Comments on the "win-utf8-io-split" branch

(1) By Florian Balmer (florian.balmer) on 2023-10-29 12:03:05 [link] [source]

Registry keys should be closed by RegCloseKey() instead of RegUnLoadKey(). The latter function is intended for backup and restore.
Querying system information from registry keys is generally discouraged by Microsoft, and the appropriate API calls should be used. For OS version info, there's GetVersionEx() and it's variants based on VerifyVersionInfo(). (Note that GetVersionEx() is marked as deprecated, but they can't remove such a frequently used Windows API function without breaking most programs.)
IsValidCodePage() indeed doesn't say anything about whether or not the console supports UTF-8, but only whether WideCharToMultiByte() and MultiByteToWideChar() can convert to/from the specified encoding.
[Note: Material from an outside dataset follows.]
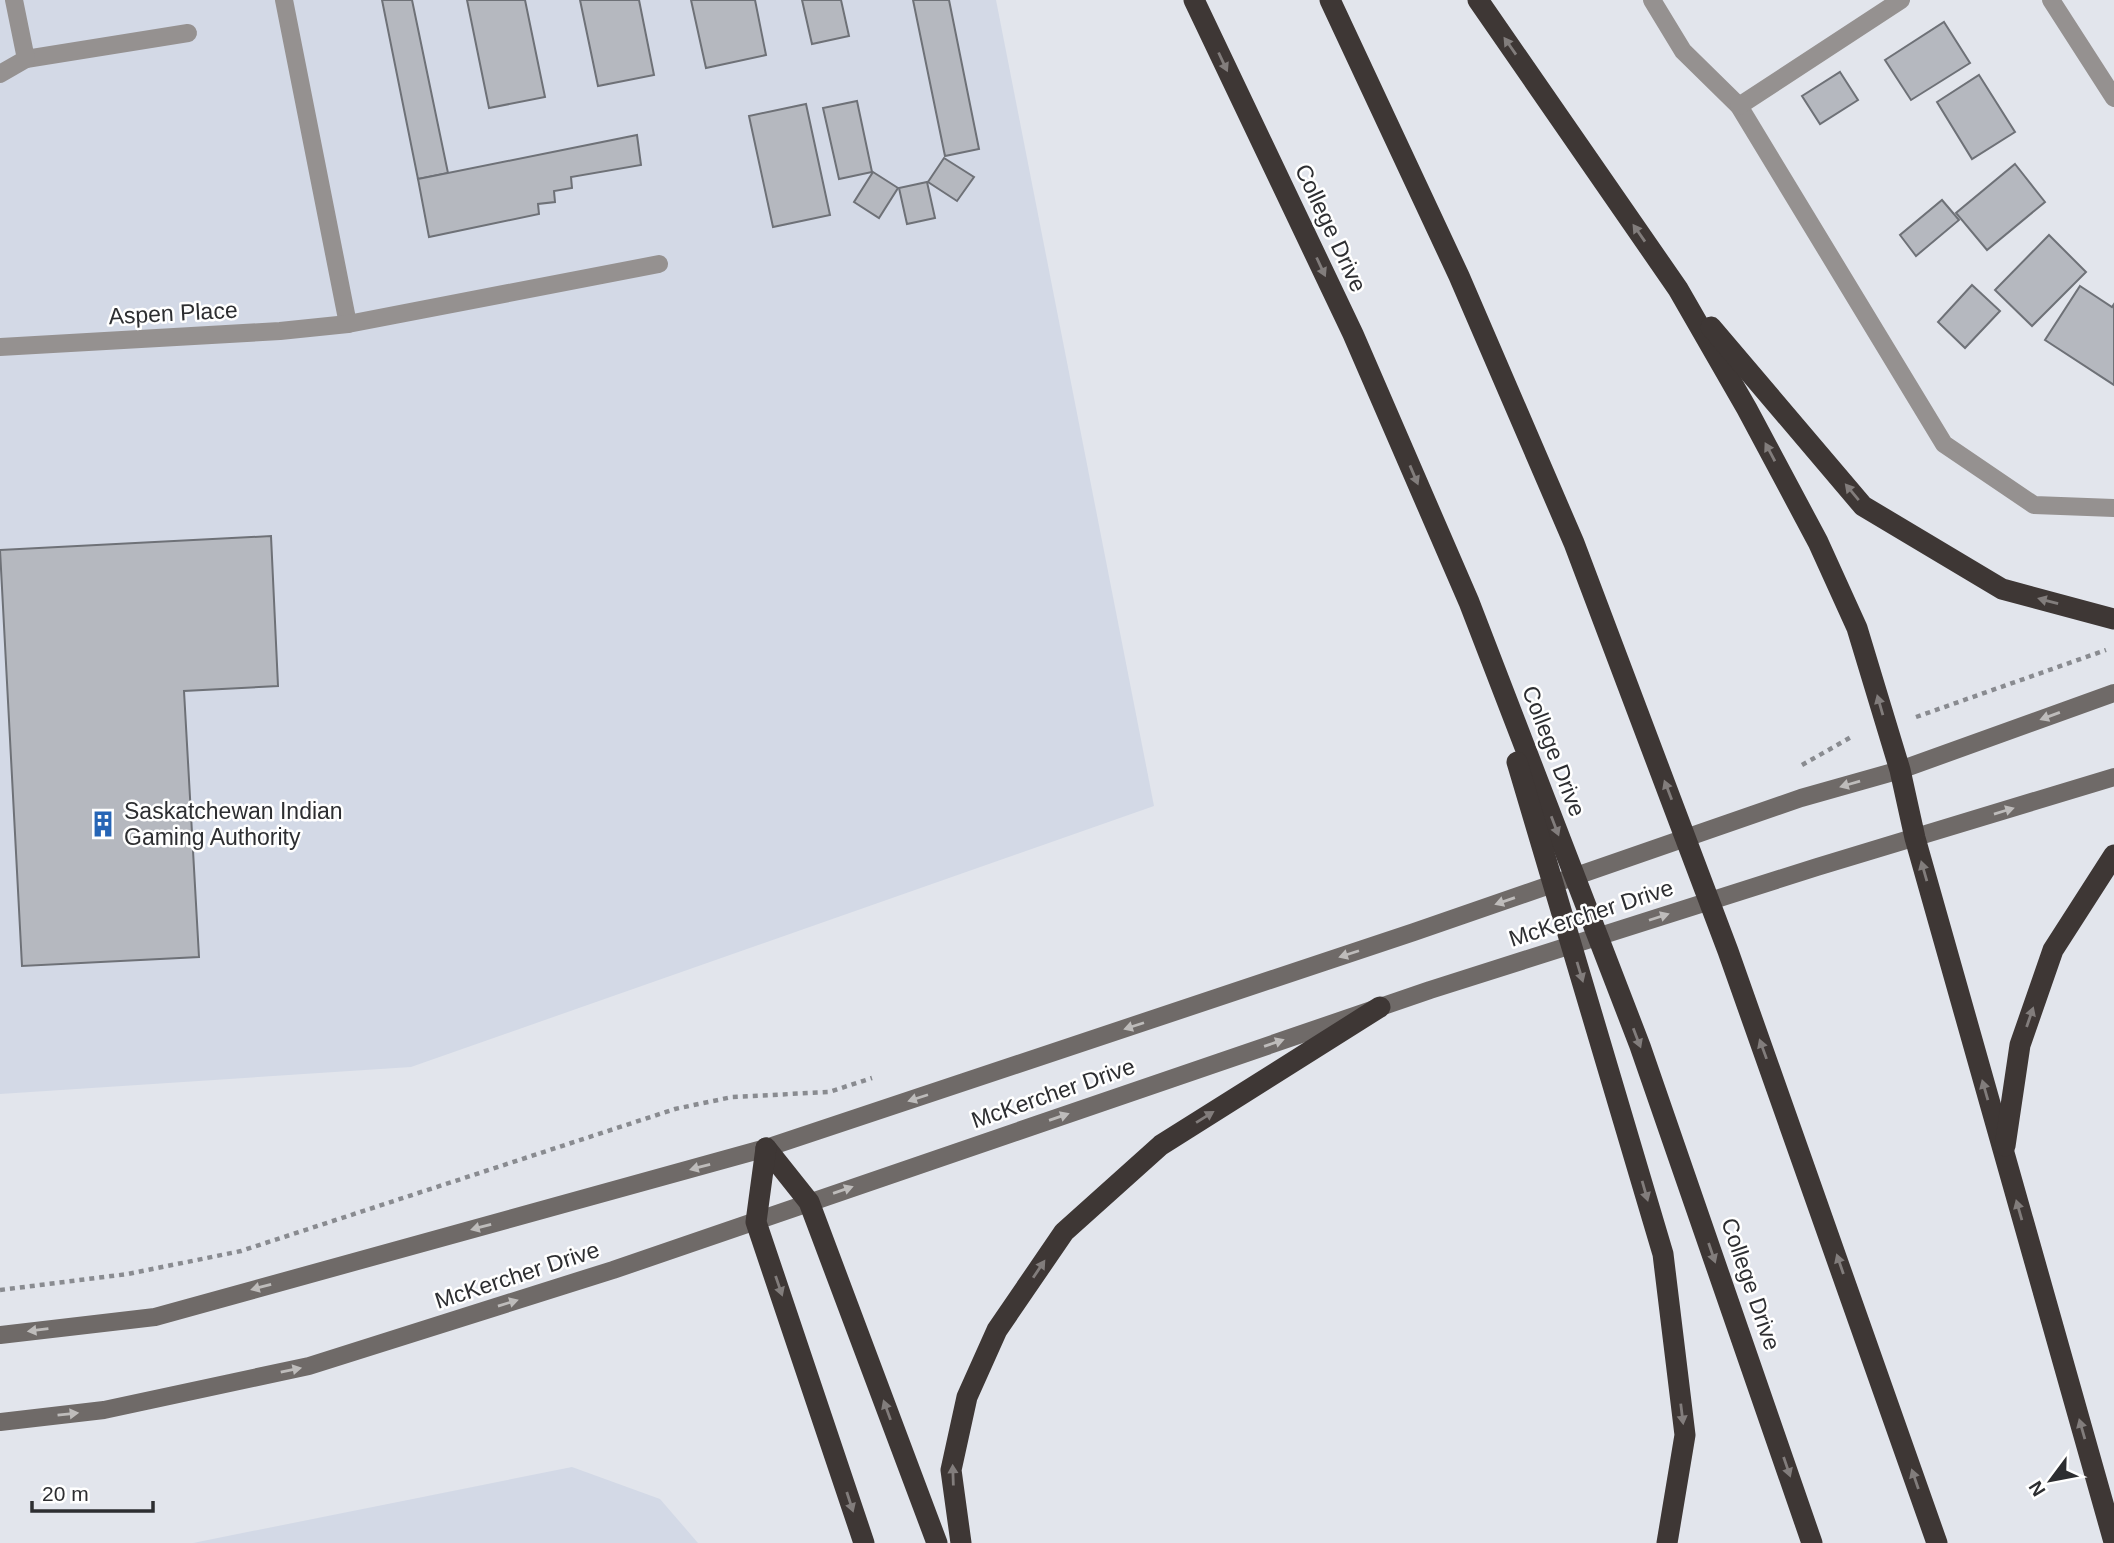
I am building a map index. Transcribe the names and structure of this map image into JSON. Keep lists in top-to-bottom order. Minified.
{"streets":{"highway":["College Drive"],"main road":["McKercher Drive"],"street":["Aspen Place"]},"places":{"building":["Saskatchewan Indian Gaming Authority"]},"scale_bar":"20 m","north":"bottom left"}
Instead, you can nowadays safely assume that any version of the Windows console is capable of Unicode input and output through UTF-16 (back to Windows NT 3.51).
Although your approach to console UTF-8 input and output for the SQLite shell works fine, note that you have way simpler options similar to this patch: use GetConsoleMode() to check whether any input or output handle is really a console, and then only call ReadConsoleW() and WriteConsoleW() to read and write Unicode text--works on any version of Windows, not just on Windows 10 and above.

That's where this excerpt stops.